RECORDS SUPPLIED section start

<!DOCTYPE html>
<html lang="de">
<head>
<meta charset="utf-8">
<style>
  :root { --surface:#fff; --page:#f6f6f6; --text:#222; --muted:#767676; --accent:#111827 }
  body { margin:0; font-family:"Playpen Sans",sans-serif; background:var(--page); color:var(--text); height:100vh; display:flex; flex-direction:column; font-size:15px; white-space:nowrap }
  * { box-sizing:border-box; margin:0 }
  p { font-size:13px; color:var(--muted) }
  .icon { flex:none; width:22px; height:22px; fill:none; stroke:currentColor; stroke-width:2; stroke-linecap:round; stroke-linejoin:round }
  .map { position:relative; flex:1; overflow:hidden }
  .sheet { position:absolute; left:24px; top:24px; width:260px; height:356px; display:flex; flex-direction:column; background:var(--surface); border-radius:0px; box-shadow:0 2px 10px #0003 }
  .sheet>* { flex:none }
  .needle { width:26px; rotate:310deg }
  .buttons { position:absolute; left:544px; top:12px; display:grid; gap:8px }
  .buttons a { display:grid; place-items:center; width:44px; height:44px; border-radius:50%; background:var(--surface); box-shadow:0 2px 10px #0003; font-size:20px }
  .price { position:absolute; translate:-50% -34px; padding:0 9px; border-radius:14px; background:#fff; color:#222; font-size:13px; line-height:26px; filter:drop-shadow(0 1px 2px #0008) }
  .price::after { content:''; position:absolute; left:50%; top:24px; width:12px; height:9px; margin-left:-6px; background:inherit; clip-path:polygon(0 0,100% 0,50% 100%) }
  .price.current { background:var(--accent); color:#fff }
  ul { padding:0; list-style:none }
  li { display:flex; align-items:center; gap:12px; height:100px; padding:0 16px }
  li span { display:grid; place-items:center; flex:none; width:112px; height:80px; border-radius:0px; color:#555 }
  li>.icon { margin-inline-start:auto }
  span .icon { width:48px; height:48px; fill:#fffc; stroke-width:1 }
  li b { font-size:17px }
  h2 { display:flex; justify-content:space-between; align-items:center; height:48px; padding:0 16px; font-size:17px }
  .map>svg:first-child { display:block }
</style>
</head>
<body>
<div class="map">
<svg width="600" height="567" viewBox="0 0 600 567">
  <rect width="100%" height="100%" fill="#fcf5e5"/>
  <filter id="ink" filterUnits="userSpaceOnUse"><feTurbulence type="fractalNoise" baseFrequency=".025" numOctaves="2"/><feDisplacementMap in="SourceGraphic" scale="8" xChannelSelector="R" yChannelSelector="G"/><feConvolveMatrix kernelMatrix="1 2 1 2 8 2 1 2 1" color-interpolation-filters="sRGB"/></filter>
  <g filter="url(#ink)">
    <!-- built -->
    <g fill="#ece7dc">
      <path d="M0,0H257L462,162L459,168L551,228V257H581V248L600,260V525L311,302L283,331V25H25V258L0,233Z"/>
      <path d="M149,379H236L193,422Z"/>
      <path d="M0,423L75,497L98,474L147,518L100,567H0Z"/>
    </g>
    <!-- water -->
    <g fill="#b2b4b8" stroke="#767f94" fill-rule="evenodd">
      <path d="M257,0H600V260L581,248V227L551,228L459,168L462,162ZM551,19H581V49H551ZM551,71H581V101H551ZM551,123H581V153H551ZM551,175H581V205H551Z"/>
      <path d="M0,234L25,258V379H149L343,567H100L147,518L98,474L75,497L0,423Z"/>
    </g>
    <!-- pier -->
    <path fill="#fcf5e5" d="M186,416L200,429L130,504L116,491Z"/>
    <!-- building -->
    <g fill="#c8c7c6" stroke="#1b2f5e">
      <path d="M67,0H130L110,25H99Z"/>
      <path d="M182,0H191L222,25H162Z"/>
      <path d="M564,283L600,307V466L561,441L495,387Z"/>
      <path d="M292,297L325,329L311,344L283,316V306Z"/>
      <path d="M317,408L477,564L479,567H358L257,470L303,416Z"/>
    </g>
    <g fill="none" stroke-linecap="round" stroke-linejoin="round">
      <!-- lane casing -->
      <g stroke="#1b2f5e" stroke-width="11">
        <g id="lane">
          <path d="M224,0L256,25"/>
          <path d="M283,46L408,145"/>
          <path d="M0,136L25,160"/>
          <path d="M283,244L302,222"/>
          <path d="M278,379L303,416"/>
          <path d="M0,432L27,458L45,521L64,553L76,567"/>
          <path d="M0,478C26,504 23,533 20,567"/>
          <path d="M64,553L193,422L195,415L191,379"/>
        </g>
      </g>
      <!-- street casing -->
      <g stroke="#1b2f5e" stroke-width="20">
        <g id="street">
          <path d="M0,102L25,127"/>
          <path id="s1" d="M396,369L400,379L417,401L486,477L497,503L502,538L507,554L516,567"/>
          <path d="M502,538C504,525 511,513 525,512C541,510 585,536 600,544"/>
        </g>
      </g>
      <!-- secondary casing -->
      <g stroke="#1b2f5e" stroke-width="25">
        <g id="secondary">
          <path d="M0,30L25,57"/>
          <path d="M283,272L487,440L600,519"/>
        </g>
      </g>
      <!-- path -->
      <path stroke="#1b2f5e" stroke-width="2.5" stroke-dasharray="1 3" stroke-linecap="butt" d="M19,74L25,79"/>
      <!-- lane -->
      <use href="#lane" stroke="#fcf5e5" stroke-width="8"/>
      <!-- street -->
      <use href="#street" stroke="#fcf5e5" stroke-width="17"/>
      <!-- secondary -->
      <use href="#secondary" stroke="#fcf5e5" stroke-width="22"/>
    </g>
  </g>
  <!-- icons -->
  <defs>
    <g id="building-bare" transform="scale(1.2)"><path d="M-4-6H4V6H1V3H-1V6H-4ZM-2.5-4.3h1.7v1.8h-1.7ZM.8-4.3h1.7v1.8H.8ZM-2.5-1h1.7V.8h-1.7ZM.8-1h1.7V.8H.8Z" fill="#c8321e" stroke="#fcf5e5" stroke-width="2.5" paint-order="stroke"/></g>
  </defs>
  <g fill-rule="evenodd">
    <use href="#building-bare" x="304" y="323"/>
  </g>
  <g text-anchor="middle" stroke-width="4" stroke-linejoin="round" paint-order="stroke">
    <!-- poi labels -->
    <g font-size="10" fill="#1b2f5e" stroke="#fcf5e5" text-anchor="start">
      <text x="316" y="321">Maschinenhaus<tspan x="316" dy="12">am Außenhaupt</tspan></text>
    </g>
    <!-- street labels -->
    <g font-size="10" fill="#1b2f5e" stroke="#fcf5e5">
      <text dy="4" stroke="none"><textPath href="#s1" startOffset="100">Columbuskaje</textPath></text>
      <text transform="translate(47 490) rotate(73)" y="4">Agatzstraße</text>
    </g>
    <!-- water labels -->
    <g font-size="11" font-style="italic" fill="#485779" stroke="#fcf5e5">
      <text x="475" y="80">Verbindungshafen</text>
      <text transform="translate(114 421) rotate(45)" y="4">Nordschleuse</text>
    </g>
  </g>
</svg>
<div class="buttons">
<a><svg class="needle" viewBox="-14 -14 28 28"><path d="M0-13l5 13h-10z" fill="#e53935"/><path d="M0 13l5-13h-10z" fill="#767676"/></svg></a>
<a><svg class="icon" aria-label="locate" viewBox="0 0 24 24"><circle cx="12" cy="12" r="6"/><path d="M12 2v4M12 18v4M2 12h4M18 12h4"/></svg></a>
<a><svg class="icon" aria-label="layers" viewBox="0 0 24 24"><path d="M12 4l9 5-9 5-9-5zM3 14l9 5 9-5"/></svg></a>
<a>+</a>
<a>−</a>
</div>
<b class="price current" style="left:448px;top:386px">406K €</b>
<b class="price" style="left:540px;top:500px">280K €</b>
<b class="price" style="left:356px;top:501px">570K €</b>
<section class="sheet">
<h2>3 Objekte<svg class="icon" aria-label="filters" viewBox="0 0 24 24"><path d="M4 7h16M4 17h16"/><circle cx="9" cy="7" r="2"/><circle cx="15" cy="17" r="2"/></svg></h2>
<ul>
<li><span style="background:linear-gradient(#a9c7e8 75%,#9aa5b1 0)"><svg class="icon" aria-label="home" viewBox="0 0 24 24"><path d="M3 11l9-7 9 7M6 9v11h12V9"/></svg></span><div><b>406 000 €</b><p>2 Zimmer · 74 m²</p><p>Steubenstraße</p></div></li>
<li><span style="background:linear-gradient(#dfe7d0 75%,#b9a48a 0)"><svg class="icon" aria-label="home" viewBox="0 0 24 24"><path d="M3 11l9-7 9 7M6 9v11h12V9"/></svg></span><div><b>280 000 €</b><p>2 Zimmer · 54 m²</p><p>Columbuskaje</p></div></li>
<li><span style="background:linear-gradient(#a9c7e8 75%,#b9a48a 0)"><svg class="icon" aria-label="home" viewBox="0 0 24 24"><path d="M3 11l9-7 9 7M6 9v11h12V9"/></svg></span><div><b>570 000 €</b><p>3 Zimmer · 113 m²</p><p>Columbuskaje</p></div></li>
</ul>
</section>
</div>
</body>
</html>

RECORDS SUPPLIED section end

» TASK GOAL:
Your answer should be the lines above from the one containing "display:flex; align-items:center; gap:12px;" through the one containing "width:48px; height:48px; fill:#fffc;", copied exactly and with both ends kept.

» RESPONSE:
  li { display:flex; align-items:center; gap:12px; height:100px; padding:0 16px }
  li span { display:grid; place-items:center; flex:none; width:112px; height:80px; border-radius:0px; color:#555 }
  li>.icon { margin-inline-start:auto }
  span .icon { width:48px; height:48px; fill:#fffc; stroke-width:1 }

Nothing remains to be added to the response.